- [Task data]
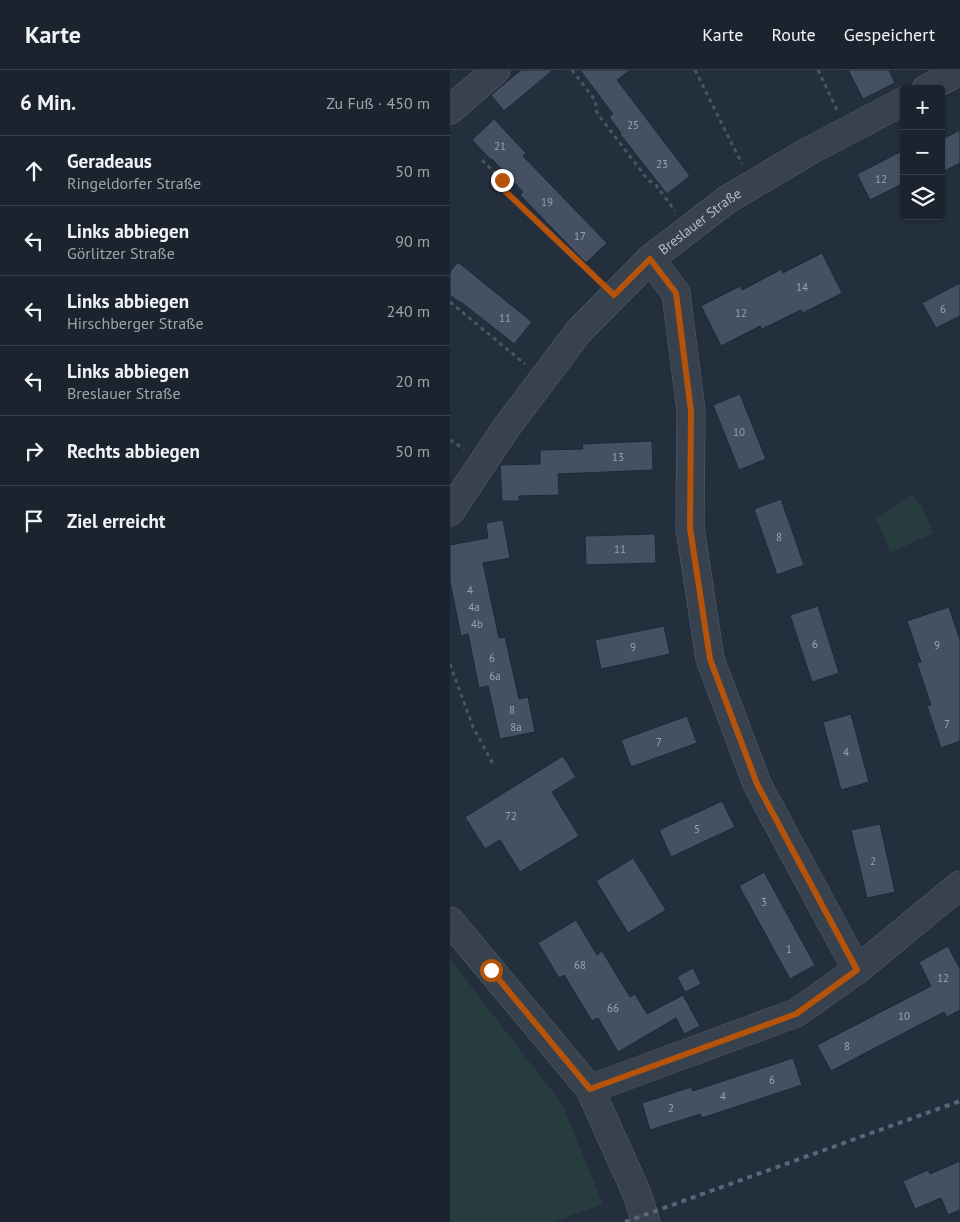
<!DOCTYPE html>
<html lang="de">
<meta charset="utf-8">
<style>
:root{--surface:#1b232e;--page:#282f3a;--text:#f1f3f6;--muted:#a0a4aa;--line:#39404a}
body{margin:0;font-family:"PT Sans",sans-serif;background:var(--page);color:var(--text)}
.controls{position:absolute;right:15px;top:15px;display:grid;overflow:hidden;border-radius:5px;box-shadow:0 1px 4px #0004}
.controls button{width:45px;height:45px;display:grid;place-items:center;padding:0;border:0;border-bottom:1px solid var(--line);background:var(--surface);color:var(--text);font:25px sans-serif}
.stop{position:absolute;width:15px;height:15px;margin:-11px;border:4px solid #b45309;border-radius:50%;background:#fff}
.stop.end{background:#b45309;border-color:#fff;box-shadow:0 1px 5px #0008}
.list{margin:0;padding:0;list-style:none}
h2{display:flex;justify-content:space-between;align-items:center;height:65px;margin:0;padding:0 20px;font-size:21px}
h2 small{font-size:16px;font-weight:400;color:var(--muted)}
.list li{display:grid;grid-template-columns:32px 1fr auto;gap:15px;align-items:center;box-sizing:border-box;height:70px;padding:0 20px;border-top:1px solid var(--line)}
.list b{display:block;font-size:19px;white-space:nowrap}
.list p{margin:0;font-size:16px;white-space:nowrap;color:var(--muted)}
.list em{font-size:16px;font-style:normal;color:var(--muted)}
.icon{flex:none;width:28px;height:28px;fill:none;stroke:currentColor;stroke-width:2;stroke-linecap:round;stroke-linejoin:round}
.map{position:relative;flex:none;width:510px;height:1152px;overflow:hidden}
header{display:flex;align-items:center;gap:30px;box-sizing:border-box;height:70px;padding:0 25px;background:var(--surface);border-bottom:1px solid var(--line)}
header strong{font-size:24px}
nav{display:flex;gap:28px;margin-inline-start:auto;font-size:18px}
main{display:flex}
aside{flex:1;background:var(--surface)}
.map>svg:first-child{display:block}
.green{fill:#263c3f}
.building{fill:#455162;stroke:#1f2835}
.lines{fill:none;stroke-linecap:round;stroke-linejoin:round}
.minor-casing{stroke:#565f6c;stroke-width:29}
.path{stroke:#44595c;stroke-width:3;stroke-dasharray:4 4;stroke-linecap:butt}
.minor{stroke:#38414e;stroke-width:28}
.rail{stroke:#5a6575;stroke-width:4;stroke-dasharray:5 5;stroke-linecap:butt}
.route{stroke:#b45309;stroke-width:6}
.labels{text-anchor:middle;dominant-baseline:central;stroke-width:4;stroke-linejoin:round;paint-order:stroke}
.number-label{font-size:11px;fill:#98a1af}
.street-label{font-size:14px;fill:#b4bcc9;stroke:#1d2633}
</style>
<header>
<strong>Karte</strong>
<nav><a>Karte</a><a>Route</a><a>Gespeichert</a></nav>
</header>
<main>
<aside>
<h2>6 Min.<small>Zu Fuß · 450 m</small></h2>
<ul class="list">
<li><svg class="icon" aria-label="ahead" viewBox="0 0 24 24"><path d="M12 20V5M6 11l6-6 6 6"/></svg><div><b>Geradeaus</b><p>Ringeldorfer Straße</p></div><em>50 m</em></li>
<li><svg class="icon" aria-label="left" viewBox="0 0 24 24"><path d="M17 20v-9H6M10 6l-5 5 5 5"/></svg><div><b>Links abbiegen</b><p>Görlitzer Straße</p></div><em>90 m</em></li>
<li><svg class="icon" aria-label="left" viewBox="0 0 24 24"><path d="M17 20v-9H6M10 6l-5 5 5 5"/></svg><div><b>Links abbiegen</b><p>Hirschberger Straße</p></div><em>240 m</em></li>
<li><svg class="icon" aria-label="left" viewBox="0 0 24 24"><path d="M17 20v-9H6M10 6l-5 5 5 5"/></svg><div><b>Links abbiegen</b><p>Breslauer Straße</p></div><em>20 m</em></li>
<li><svg class="icon" aria-label="right" viewBox="0 0 24 24"><path d="M7 20v-9h11M14 6l5 5-5 5"/></svg><div><b>Rechts abbiegen</b></div><em>50 m</em></li>
<li><svg class="icon" aria-label="arrive" viewBox="0 0 24 24"><path d="M6 21V4h12l-3 4 3 4H6"/></svg><div><b>Ziel erreicht</b></div></li>
</ul>
</aside>
<div class="map">
<svg width="510" height="1152" viewBox="0 0 510 1152">
<rect width="100%" height="100%" fill="#242f3e"/>
<path class="green" d="M462,425L472,436L483,463L440,483L426,447Z
M0,889L112,1034L153,1134L103,1152H0Z"/>
<path class="building" d="M71,0H103L54,41L41,25Z
M130,0H180L167,10L240,106L217,124L170,64L171,63L159,47L163,44Z
M398,0H439L445,13L413,29Z
M44,49L76,83L73,86L157,173L136,193L70,125L73,122L42,89L41,90L22,70Z
M510,60V93L491,103V70Z
M454,80V113L420,130L407,104Z
M372,183L392,223L353,243L351,240L312,259L310,256L271,276L251,236L290,216L292,220L332,199L333,203Z
M8,192L82,252L64,274L11,232V233L0,225V202Z
M510,213V246L486,258L472,233Z
M290,324L316,389L289,400L263,335Z
M202,371L203,400L108,404L109,425L69,426V431H52L50,395L90,394V380L133,379L132,374Z
M331,429L354,495L327,505L304,439Z
M53,450L60,488L33,493L49,568L55,567L69,629L78,627L85,662L50,669L38,616L29,618L18,564L11,566L0,512V475L38,468L36,453Z
M205,464L206,493L136,495L135,466Z
M368,536L389,603L362,612L340,545Z
M499,537L510,570V671L491,678L477,636L481,635L467,593L471,592L457,551Z
M214,556L220,584L151,599L145,570Z
M401,644L419,712L391,720L373,652Z
M237,646L247,673L181,697L171,670Z
M113,686L126,707L102,722L129,766L70,802L50,770L35,779L15,747Z
M272,731L285,757L221,787L209,760Z
M430,754L445,822L417,828L401,760Z
M183,788L216,840L178,863L146,811Z
M314,802L365,895L340,909L289,816Z
M126,850L147,885L152,881L180,927L185,924L197,944L233,925L250,956L234,964L226,948L168,982L148,948L142,951L114,905L109,908L88,873Z
M498,876L510,899V940L497,947L494,942L381,1001L367,975L481,916L469,892Z
M243,898L251,914L235,922L227,907Z
M343,988L352,1015L252,1048L250,1044L200,1060L192,1033L241,1017L243,1021Z
M510,1091V1140L498,1145L491,1128L465,1139L453,1111L478,1100L480,1104Z"/>
<g class="lines">
<defs>
<g id="minor">
<path d="M476,19L510,1"/>
<path d="M0,40L46,0"/>
<path d="M200,189L226,223L241,341L240,458L260,589L307,714L407,900"/>
<path id="s1" d="M0,442L56,358L129,261L200,189L278,129L361,80L454,31"/>
<path d="M0,851L140,1019L187,1124L196,1152"/>
<path d="M140,1019L346,943L407,900L510,815"/>
</g>
</defs>
<use href="#minor" class="minor-casing"/>
<path class="path" d="M122,0L145,30L147,43L198,110L206,115L225,141
M245,0L292,94
M368,0L387,40
M32,90L52,110L56,122L148,209
M0,232L75,294
M0,370L14,379
M0,594L23,657L43,694"/>
<use href="#minor" class="minor"/>
<path class="rail" d="M175,1152L510,1031"/>
</g>
<g class="lines">
<path class="route" d="M41,900L140,1019L346,944L407,900L307,714L260,589L240,458L241,341L226,223L200,189L164,225L56,122L52,110"/>
</g>
<g class="labels">
<g class="number-label">
<text x="183" y="55">25</text>
<text x="50" y="76">21</text>
<text x="212" y="94">23</text>
<text x="431" y="109">12</text>
<text x="97" y="132">19</text>
<text x="130" y="166">17</text>
<text x="352" y="217">14</text>
<text x="493" y="239">6</text>
<text x="291" y="243">12</text>
<text x="55" y="248">11</text>
<text x="289" y="362">10</text>
<text x="168" y="387">13</text>
<text x="329" y="467">8</text>
<text x="170" y="479">11</text>
<text x="20" y="520">4</text>
<text x="24" y="537">4a</text>
<text x="27" y="554">4b</text>
<text x="365" y="574">6</text>
<text x="487" y="575">9</text>
<text x="183" y="577">9</text>
<text x="42" y="588">6</text>
<text x="45" y="606">6a</text>
<text x="62" y="640">8</text>
<text x="497" y="654">7</text>
<text x="66" y="657">8a</text>
<text x="209" y="672">7</text>
<text x="396" y="682">4</text>
<text x="61" y="746">72</text>
<text x="247" y="759">5</text>
<text x="423" y="791">2</text>
<text x="314" y="832">3</text>
<text x="339" y="879">1</text>
<text x="130" y="895">68</text>
<text x="493" y="908">12</text>
<text x="163" y="938">66</text>
<text x="454" y="946">10</text>
<text x="397" y="976">8</text>
<text x="322" y="1010">6</text>
<text x="273" y="1026">4</text>
<text x="221" y="1038">2</text>
</g>
<g class="street-label">
<text stroke="none"><textPath href="#s1" startOffset="386">Breslauer Straße</textPath></text>
</g>
</g>
</svg>
<div class="controls">
<button>+</button>
<button>−</button>
<button><svg class="icon" aria-label="layers" viewBox="0 0 24 24"><path d="M12 4l9 5-9 5-9-5zM3 14l9 5 9-5"/></svg></button>
</div>
<div class="stop" style="left:41px;top:900px"></div>
<div class="stop end" style="left:52px;top:110px"></div>
</div>
</main>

- [Task statement] Find the number of lines above that hold the word "linejoin", then write that number by itself.

- [Solved problem] 3